You don't need a lambda, normal functions work as well:

In [15]:
# works with normal (not lambda) funcs as well:
def cels_to_fahr(cels):
    fahr = (cels - 32) * 5 / 9
    return round(fahr, 1)


temps_f = spark.sparkContext.parallelize([64.0, 63.3, 61.2, 61.0, 58.7, 59.2, 59.0])
print(temps_f.map(cels_to_fahr).collect())

[17.8, 17.4, 16.2, 16.1, 14.8, 15.1, 15.0]


PySpark is lazily evaluated, so only certain functions will actually trigger a transformation.

In [16]:
rdd = spark.sparkContext.parallelize([1, 2, 3])

# this transformation is clearly illegal
rdd_messed_up = rdd.map(lambda x: x / 0 + "bad")
print("Defined illegal transformation (fine)")

# ...but it won't error until we actually collect() the result:
try:
    print("Calling collect() on the result (errors)")
    rdd_messed_up.collect()
except Py4JJavaError as e:
    print(f"Error:\n  {repr(e)}")

Defined illegal transformation (fine)
Calling collect() on the result (errors)
Error:
  Py4JJavaError('An error occurred while calling z:org.apache.spark.api.python.PythonRDD.collectAndServe.\n', JavaObject id=o159)


Another example of lazy evaluation.

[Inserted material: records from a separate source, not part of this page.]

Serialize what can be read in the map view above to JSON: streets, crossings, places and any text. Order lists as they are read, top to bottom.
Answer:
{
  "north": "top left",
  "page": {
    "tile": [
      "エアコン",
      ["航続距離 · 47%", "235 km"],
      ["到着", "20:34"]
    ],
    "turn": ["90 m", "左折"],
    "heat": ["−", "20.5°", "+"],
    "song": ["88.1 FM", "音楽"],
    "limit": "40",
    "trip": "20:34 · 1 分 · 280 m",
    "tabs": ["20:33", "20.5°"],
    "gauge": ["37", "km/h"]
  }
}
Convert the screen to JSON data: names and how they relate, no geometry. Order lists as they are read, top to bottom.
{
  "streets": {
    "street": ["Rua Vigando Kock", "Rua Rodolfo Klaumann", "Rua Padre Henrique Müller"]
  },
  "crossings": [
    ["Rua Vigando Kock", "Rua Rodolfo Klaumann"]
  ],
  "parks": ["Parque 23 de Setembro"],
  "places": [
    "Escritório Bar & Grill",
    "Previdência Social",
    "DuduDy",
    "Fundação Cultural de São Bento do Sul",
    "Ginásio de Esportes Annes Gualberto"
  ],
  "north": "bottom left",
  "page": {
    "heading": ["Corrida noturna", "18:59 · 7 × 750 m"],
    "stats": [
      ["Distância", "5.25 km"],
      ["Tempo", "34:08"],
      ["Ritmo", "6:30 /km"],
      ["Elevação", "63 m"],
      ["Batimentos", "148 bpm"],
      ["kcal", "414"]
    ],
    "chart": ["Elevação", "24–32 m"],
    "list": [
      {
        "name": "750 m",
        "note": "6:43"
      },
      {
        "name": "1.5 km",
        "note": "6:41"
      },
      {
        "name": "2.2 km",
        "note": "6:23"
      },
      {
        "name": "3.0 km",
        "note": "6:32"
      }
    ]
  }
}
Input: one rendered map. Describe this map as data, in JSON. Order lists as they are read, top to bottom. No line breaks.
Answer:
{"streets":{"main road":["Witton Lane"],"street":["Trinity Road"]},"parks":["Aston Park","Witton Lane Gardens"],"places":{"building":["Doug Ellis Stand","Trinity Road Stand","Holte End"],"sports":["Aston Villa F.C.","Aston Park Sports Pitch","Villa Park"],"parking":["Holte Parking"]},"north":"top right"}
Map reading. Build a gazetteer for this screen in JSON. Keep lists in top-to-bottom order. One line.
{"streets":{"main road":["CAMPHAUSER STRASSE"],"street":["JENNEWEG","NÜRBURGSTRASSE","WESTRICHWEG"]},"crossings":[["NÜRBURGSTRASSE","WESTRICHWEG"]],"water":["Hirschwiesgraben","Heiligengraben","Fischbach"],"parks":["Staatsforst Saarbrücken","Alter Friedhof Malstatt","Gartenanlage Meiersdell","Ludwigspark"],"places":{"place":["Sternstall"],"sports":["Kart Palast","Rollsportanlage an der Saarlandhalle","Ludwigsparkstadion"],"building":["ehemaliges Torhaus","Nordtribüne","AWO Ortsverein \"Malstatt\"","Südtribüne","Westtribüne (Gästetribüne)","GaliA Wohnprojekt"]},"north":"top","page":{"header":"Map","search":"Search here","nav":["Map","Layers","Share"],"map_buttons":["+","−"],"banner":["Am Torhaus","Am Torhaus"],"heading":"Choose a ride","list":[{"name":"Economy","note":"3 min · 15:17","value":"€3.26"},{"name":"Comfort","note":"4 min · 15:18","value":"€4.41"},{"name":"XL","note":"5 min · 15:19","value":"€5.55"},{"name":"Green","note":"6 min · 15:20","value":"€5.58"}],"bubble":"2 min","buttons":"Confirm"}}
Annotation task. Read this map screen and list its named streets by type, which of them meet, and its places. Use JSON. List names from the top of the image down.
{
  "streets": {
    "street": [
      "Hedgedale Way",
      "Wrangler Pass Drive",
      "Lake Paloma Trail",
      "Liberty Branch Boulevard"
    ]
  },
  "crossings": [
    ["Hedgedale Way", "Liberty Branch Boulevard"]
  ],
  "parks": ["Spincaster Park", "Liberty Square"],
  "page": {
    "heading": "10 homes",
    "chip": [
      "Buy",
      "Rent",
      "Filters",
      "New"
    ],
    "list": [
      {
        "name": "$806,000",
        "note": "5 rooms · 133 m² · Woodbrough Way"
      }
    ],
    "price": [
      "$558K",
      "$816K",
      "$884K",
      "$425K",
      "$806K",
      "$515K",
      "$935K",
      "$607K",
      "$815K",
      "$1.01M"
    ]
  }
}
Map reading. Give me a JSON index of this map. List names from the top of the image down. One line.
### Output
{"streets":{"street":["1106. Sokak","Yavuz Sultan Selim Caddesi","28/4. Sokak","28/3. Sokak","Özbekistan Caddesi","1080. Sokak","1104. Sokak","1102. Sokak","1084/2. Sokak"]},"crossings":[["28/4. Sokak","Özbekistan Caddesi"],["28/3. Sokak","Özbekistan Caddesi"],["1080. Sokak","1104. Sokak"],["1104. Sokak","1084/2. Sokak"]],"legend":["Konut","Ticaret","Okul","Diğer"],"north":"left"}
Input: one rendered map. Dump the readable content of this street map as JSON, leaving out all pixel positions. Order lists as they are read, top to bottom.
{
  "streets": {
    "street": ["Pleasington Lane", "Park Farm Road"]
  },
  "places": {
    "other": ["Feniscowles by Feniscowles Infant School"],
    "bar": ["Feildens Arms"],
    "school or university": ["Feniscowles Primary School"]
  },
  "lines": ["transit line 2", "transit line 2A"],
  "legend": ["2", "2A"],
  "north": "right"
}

Here the "expensive" computation never actually happens.

In [17]:
def expensive_operation(input):
    time.sleep(5000000)  # sleep for many many seconds
    return input + 1


rdd = spark.sparkContext.parallelize([1, 2, 3]).map(expensive_operation)
print("This RDD exists despite never being evaluated:")
print("  " + repr(rdd))

This RDD exists despite never being evaluated:
  PythonRDD[18] at RDD at PythonRDD.scala:56


Calculating averages with `reduce()` and `count()`:

In [None]:
scores = [72, 87, 92, 76, 83, 91, 63, 88, 99, 85]

scores_rdd = spark.sparkContext.parallelize(scores)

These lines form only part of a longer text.